═══ SOURCE MATERIAL

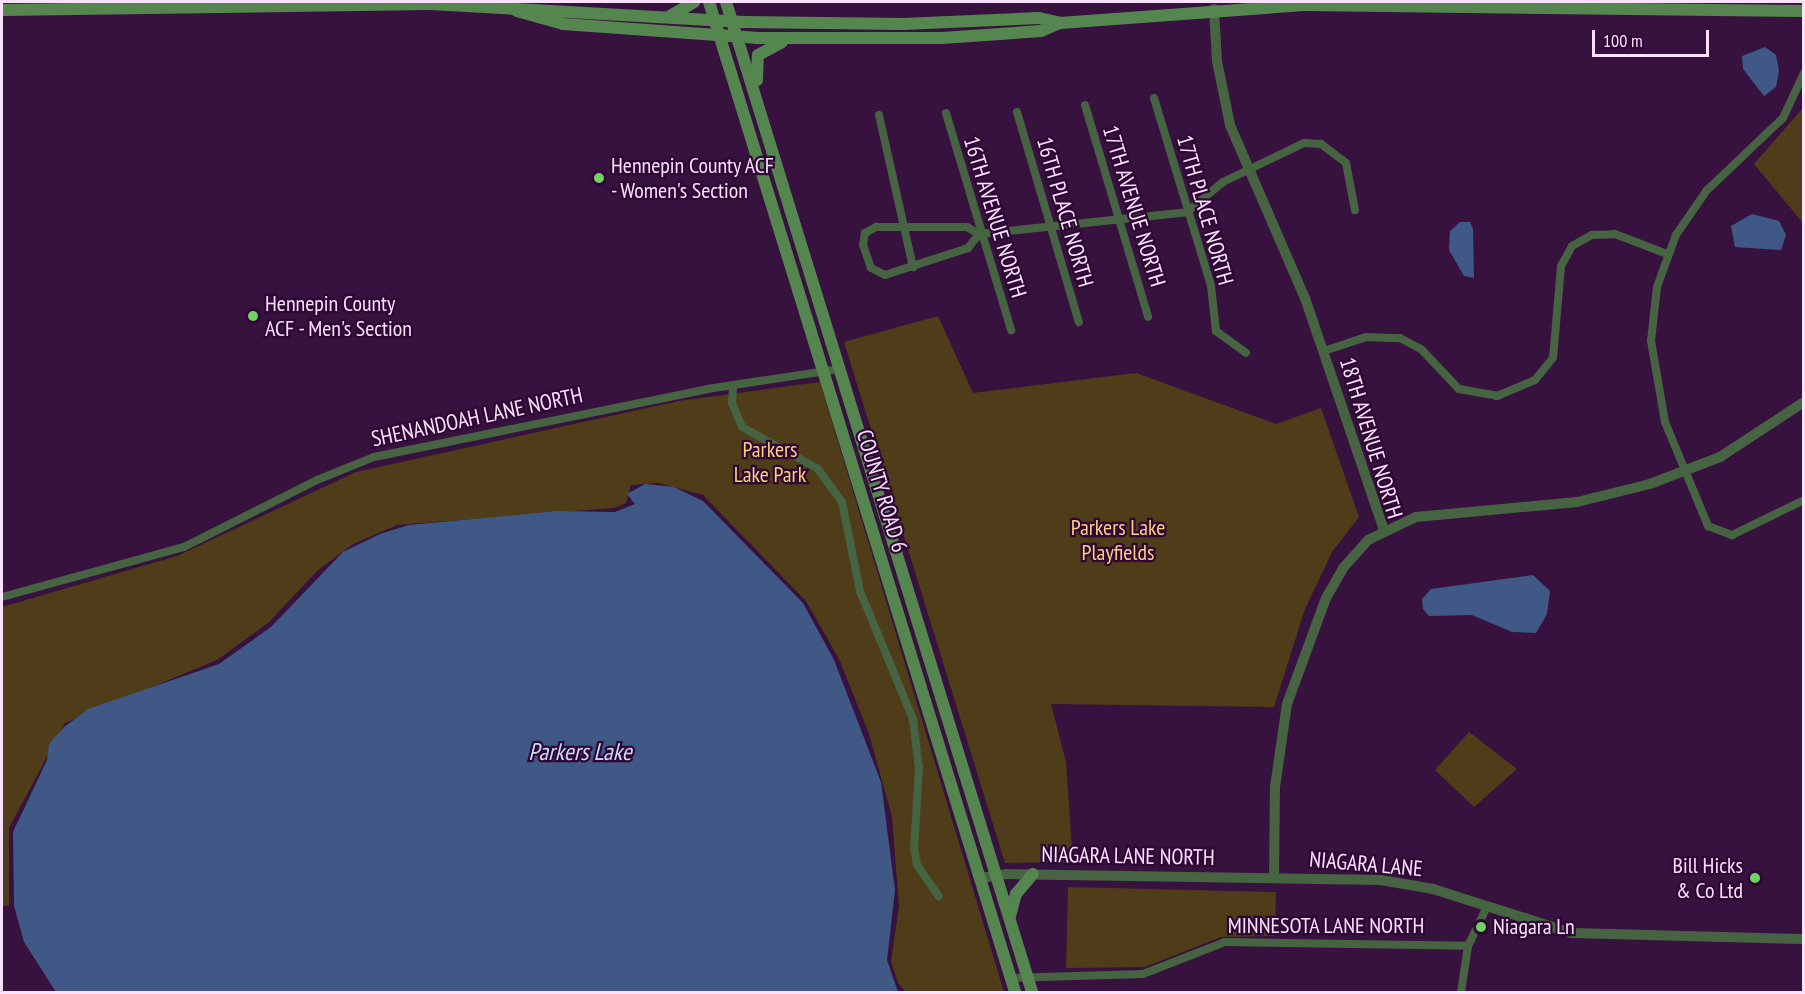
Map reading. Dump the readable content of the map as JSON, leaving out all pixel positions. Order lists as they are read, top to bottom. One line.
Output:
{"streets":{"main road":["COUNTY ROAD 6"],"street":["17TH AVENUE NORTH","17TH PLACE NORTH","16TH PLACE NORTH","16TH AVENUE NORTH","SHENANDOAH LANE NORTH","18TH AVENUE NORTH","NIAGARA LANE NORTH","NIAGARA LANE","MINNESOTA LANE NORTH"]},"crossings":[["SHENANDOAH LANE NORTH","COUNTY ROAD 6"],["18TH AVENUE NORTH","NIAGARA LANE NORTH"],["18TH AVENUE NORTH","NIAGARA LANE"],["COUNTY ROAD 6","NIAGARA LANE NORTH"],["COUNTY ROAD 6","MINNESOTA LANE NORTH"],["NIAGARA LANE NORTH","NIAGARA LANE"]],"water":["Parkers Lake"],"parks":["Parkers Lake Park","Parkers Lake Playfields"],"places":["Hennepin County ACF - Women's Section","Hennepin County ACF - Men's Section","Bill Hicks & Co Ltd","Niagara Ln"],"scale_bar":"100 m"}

══════

YOUR INSTRUCTIONS >>
Copy out the whole listing exactly, and don't carry over any pictures.

ANSWER TO THE EXERCISE >>
Map reading. Dump the readable content of the map as JSON, leaving out all pixel positions. Order lists as they are read, top to bottom. One line.
Output:
{"streets":{"main road":["COUNTY ROAD 6"],"street":["17TH AVENUE NORTH","17TH PLACE NORTH","16TH PLACE NORTH","16TH AVENUE NORTH","SHENANDOAH LANE NORTH","18TH AVENUE NORTH","NIAGARA LANE NORTH","NIAGARA LANE","MINNESOTA LANE NORTH"]},"crossings":[["SHENANDOAH LANE NORTH","COUNTY ROAD 6"],["18TH AVENUE NORTH","NIAGARA LANE NORTH"],["18TH AVENUE NORTH","NIAGARA LANE"],["COUNTY ROAD 6","NIAGARA LANE NORTH"],["COUNTY ROAD 6","MINNESOTA LANE NORTH"],["NIAGARA LANE NORTH","NIAGARA LANE"]],"water":["Parkers Lake"],"parks":["Parkers Lake Park","Parkers Lake Playfields"],"places":["Hennepin County ACF - Women's Section","Hennepin County ACF - Men's Section","Bill Hicks & Co Ltd","Niagara Ln"],"scale_bar":"100 m"}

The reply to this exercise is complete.